A quick and easy meal that came to the rescue while TF was away in the UK. Not exactly nutritionally complete, but as a one-off thing when you're crunched for time, it certainly makes for a tasty dinner, if not a healthy one.
Linguine with Olives and Garlic
Cook's Country October/November 2017
1 lb. linguine
salt and pepper
1/2 c. + 1 Tbsp. olive oil
1/2 c. panko bread crumbs
6 garlic cloves, sliced
1 tsp. red pepper flakes
1 c. pitted green olives, halved
1/4 c. chopped fresh parsley
2 Tbsp. lemon juice
1. Add 1 Tbsp. salt to 4L water and bring to a boil.
2. Cook pasta in salted water until al dente.
3. Reserve 1/4 c. cooking water and drain pasta.
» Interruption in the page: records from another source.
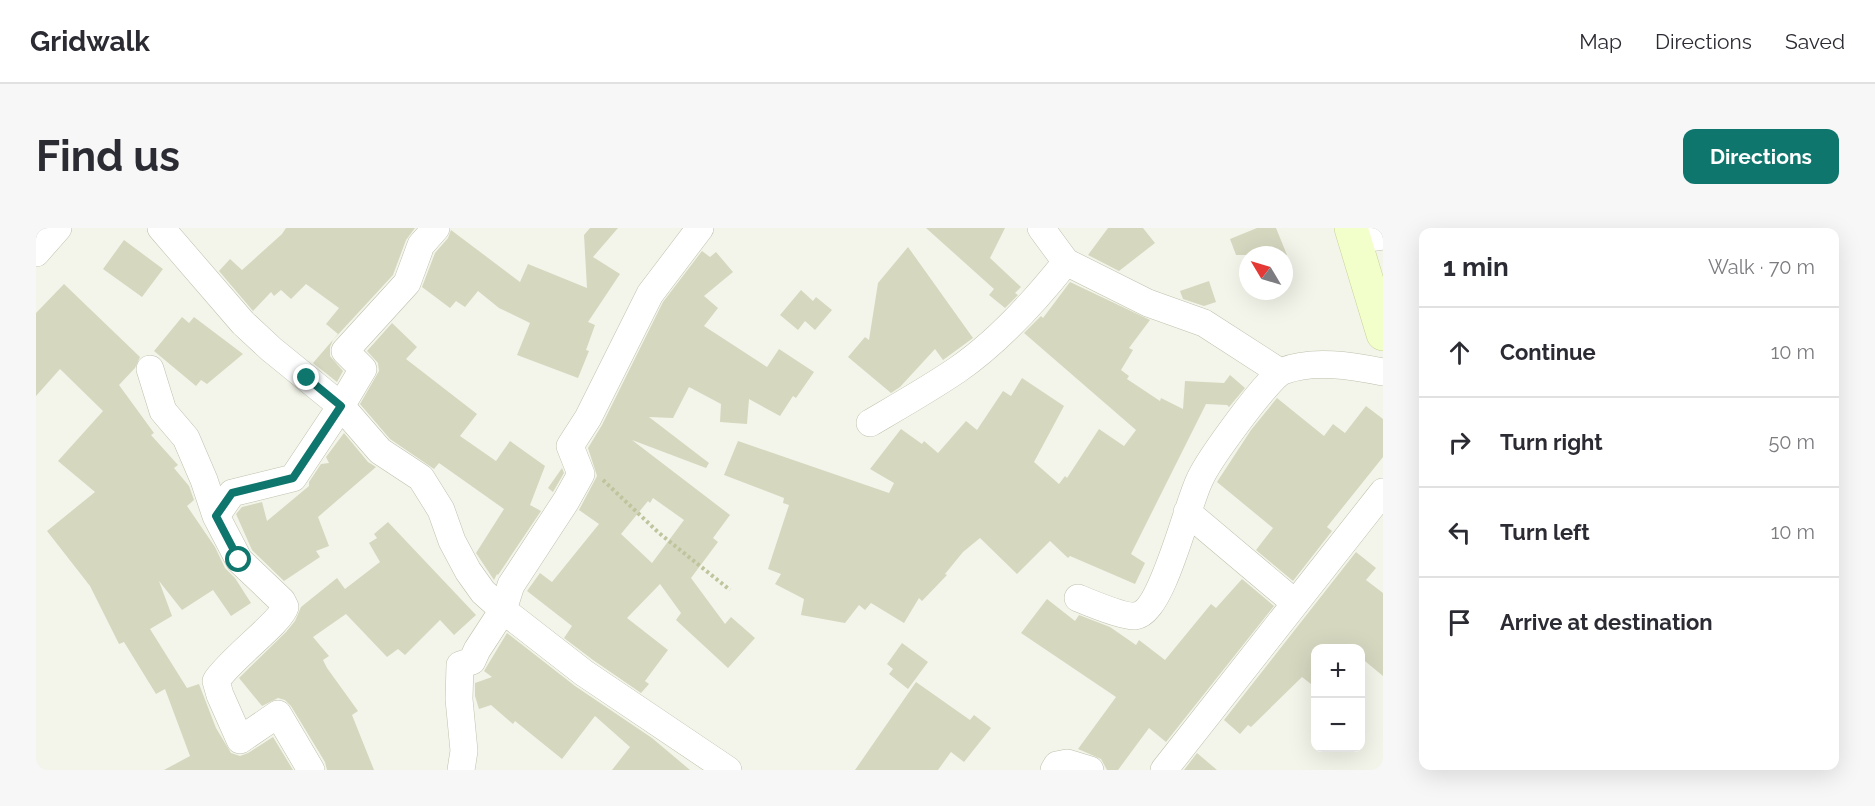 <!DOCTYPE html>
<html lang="en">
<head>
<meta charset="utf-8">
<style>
	:root { --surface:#fff; --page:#f7f7f7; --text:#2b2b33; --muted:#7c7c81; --line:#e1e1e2; --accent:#0f766e }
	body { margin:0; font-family:Raleway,sans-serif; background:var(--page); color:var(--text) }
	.controls { position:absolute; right:18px; bottom:18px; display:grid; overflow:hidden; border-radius:12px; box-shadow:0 6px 24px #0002 }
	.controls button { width:54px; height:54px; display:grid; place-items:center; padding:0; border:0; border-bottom:2px solid var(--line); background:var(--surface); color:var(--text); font:30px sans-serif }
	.compass { position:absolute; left:1203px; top:18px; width:54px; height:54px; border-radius:50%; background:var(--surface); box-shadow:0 6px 24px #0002; rotate:308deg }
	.stop { position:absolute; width:18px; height:18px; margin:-14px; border:4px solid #0f766e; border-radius:50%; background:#fff }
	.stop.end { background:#0f766e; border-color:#fff; box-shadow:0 2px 6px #0008 }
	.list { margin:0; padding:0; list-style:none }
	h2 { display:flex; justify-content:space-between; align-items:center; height:78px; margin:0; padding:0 24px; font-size:26px }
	h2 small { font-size:20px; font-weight:400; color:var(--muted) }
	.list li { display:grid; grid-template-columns:39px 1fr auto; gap:18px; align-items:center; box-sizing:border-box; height:90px; padding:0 24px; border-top:2px solid var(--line) }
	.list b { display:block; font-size:22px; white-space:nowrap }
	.list em { font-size:20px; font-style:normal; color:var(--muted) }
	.icon { flex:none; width:33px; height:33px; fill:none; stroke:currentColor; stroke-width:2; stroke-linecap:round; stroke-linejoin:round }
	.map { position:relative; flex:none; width:1347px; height:542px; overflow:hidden; border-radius:12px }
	header { display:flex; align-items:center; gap:36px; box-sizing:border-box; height:84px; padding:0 30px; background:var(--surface); border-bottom:2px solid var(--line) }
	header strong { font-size:28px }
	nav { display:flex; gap:33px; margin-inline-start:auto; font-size:21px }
	.intro { display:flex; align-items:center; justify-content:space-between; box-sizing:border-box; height:144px; padding:0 36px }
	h1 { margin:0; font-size:42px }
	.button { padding:15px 27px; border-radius:12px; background:var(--accent); color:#fff; font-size:21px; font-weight:700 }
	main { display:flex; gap:36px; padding:0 36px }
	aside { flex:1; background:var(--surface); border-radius:12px; box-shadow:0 6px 24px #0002 }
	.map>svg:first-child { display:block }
	.building { fill:#d6d7bf; fill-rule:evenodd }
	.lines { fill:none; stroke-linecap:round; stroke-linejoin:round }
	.street-casing { stroke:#bec1ac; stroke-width:28 }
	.secondary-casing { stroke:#c7d396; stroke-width:34 }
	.path { stroke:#bfc49d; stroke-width:4; stroke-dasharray:3 3; stroke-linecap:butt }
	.street { stroke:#fff; stroke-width:27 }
	.secondary { stroke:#f3ffca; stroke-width:33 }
	.route { stroke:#0f766e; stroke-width:8 }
</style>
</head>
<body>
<header>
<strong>Gridwalk</strong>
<nav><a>Map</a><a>Directions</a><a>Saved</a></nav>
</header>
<div class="intro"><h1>Find us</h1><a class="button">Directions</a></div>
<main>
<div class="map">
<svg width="1347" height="542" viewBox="0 0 1347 542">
	<rect width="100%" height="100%" fill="#f3f5ea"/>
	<!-- building -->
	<path class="building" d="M250 0H379L370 12 357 47 297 112 294 119V128L307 143 301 154 277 135 302 106 290 96 303 80 270 56 255 71 245 62 238 68 235 64 217 83 183 43 194 31 206 42 246 6Z
		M554 0H582L557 29 584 46 552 94 559 97 550 122 553 123 542 150 481 127 494 95 463 80 442 63 429 79 420 73 414 80 386 59 399 25 412 10 415 2 484 54 492 36 551 60 548 7Z
		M890 0H969L954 30 985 59 979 65 982 67 969 80 953 67 958 61Z
		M1072 0H1107L1119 15 1083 43 1052 27Z
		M1221 0H1240L1251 27H1200L1194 11Z
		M88 12 127 41 106 69 67 41Z
		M872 19 937 110 907 132 899 121 864 159 855 165 812 129 829 109 833 112 842 55Z
		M666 23 674 29 680 24 697 44 668 68 682 80 668 98 731 139 743 121 778 144 760 170 757 168 744 188 713 171 711 196 684 194 685 176 653 159 637 190 613 189 673 235 670 240 596 212 694 287 677 310 682 314 655 350 689 396 695 389 719 410 692 440 640 392 645 385 624 356 591 390 632 422 609 453 613 456 605 465 557 432 528 410 536 398 491 363 504 345 516 354 563 296 543 282 561 248 552 220 566 197 627 74ZM617 270 648 292 616 335 585 306 612 273 614 275Z
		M1173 53 1180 74 1168 78 1147 71 1144 63Z
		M1034 54 1114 92 1093 120 1097 122 1085 142 1093 148 1091 151 1124 173 1125 170 1147 181 1149 153 1188 155 1194 147 1209 160 1193 179 1191 177 1170 176 1095 326 1109 335 1099 356 1034 328 1032 330 1014 313 981 346 944 310 927 324 909 346 911 347 886 373 883 370 868 395 835 375 829 382 823 377 809 395 765 387 768 371 739 356 745 346 732 341 753 277 747 275 748 270 688 247 702 213 853 265 858 255 834 241 865 201 886 216 888 213 902 225 930 193 941 202 967 163 975 168 986 150 1028 178 998 234 1023 256 1029 248 1031 250 1063 201 1088 218 1100 202 988 105 1005 88 1007 90Z
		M28 56 104 129 99 140 83 157 118 205 115 207 142 237 138 240 153 258 158 272 151 278 179 319 189 340 199 350 215 375 195 388 177 362 146 382 123 353 136 388 114 401 151 460 163 456 180 500 195 525 204 528 212 525 237 509 257 542H128L154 528 129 461 120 466 88 414 83 416 54 358 11 303 59 264 22 233 67 183 24 141 0 168V85Z
		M765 62 777 73 780 69 796 82 779 102 769 93 762 102 744 87Z
		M146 89 153 95 158 89 207 126 171 156 165 152 160 158 118 123Z
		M356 95 381 119 370 131 441 186 424 208 460 233 474 213 509 238 494 277 505 283 462 347 461 346 458 352 440 325 468 281 403 235 398 241 354 211 324 176 343 143 342 135 331 123Z
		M1241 170 1288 208 1297 196 1309 205 1330 178 1347 191V229L1291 299 1296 303 1257 353 1220 322 1237 300 1181 254 1215 202Z
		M308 205 332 234 340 239 282 289 293 318 280 323 284 329 248 353 216 322 200 286 206 279 226 274 231 293 273 258V254L285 236 293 235 290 229Z
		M526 240 528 245 517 264 512 260Z
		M352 294 440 387 418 407 404 392 369 427 362 421 351 429 310 386 277 409 293 428 287 432 291 440 322 483 316 487 338 542H291L289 534 255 478 249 472 242 470 226 478 203 450 250 404 259 393 265 379 301 350 309 361 344 334 333 315 341 310 338 306Z
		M1320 324 1340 340 1330 352 1347 365V448L1324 429V420H1280V460L1266 449 1215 499 1212 497 1204 506 1188 492Z
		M1206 351 1238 378 1130 514 1113 500 1082 542H1071L1065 531 1042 521 1080 469 985 405 1011 371 1039 393 1043 387 1074 399 1100 417 1103 412 1129 432 1175 376 1180 380Z
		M471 405 539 458 616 510 654 542H576L594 519 559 488 526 531 479 493 477 496 455 477 443 481 439 468V455L456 449 448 443Z
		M866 415 892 434 872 461 853 446 857 441 851 436Z
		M880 454 934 492 938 487 955 500 928 534 915 524 902 542H819Z
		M1161 525 1181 542H1148Z"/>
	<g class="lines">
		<!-- street casing -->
		<g class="street-casing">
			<path id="street" d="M125 0 207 95 235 121 305 178 344 223 385 250 405 282 416 313 432 343 447 364 467 382 548 445 692 542
				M1005 0 1030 34 1112 75 1168 95 1244 144
				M1319 12 1347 8
				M0 25 22 0
				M114 141 127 183 150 210 168 252 180 288 203 332 246 373 249 379C245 394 193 432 180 453L184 467 204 512 242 486 275 542
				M834 195C863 178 893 161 921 142 963 113 999 73 1030 34
				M1151 284 1259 375
				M180 288 196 265 257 250 305 178 327 141 309 123 371 55 385 17 400 0
				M1042 370C1054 375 1087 389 1099 388 1127 385 1151 276 1164 251 1172 233 1232 149 1247 143 1277 131 1317 138 1347 144
				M425 542 428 523 423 471 424 437 436 433 441 422 467 382 475 357 530 273 545 246 534 218 552 190 614 66 664 0
				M1018 542 1021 537 1031 535 1054 542
				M1128 542 1347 264"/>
		</g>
		<!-- secondary casing -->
		<g class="secondary-casing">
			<path id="secondary" d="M1315 0 1347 106"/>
		</g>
		<!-- path -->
		<path class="path" d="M567 252 623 305 694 362"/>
		<!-- street -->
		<use href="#street" class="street"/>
		<!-- secondary -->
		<use href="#secondary" class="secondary"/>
	</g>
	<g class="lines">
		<!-- route -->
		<path class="route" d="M203 332 180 288 196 265 257 250 305 178 271 150"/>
	</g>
</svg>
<div class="controls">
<button>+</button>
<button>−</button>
</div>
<svg class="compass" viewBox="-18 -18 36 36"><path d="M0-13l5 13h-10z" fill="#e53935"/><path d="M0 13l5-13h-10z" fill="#7c7c81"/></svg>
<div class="stop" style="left:203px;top:332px"></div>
<div class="stop end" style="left:271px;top:150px"></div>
</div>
<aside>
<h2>1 min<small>Walk · 70 m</small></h2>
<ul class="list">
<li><svg class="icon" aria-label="ahead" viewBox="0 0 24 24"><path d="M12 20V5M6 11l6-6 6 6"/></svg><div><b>Continue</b></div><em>10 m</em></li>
<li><svg class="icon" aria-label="right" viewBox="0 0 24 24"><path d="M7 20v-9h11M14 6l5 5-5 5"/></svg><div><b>Turn right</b></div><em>50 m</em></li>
<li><svg class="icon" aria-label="left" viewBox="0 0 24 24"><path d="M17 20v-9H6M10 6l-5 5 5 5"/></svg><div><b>Turn left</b></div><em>10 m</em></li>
<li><svg class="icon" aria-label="arrive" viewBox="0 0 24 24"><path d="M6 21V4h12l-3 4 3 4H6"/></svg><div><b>Arrive at destination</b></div></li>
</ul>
</aside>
</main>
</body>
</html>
4. While the pasta is cooking, combine 1 Tbsp. oil, panko, and 1/4 tsp. salt and toast over medium heat for ~3 minutes.
5. Transfer panko to a bowl and set aside.
6. Add remaining 1/2 c. oil to pan along with garlic, pepper flakes, 1/2 tsp. salt, and 1/4 tsp. pepper.
7. Cook oil mixture over medium heat until garlic begins to brown.
8. Toss cooked pasta with olives, parsley, lemon juice, oil mixture, and reserved cooking water.
9. Sprinkle with toasted panko and serve.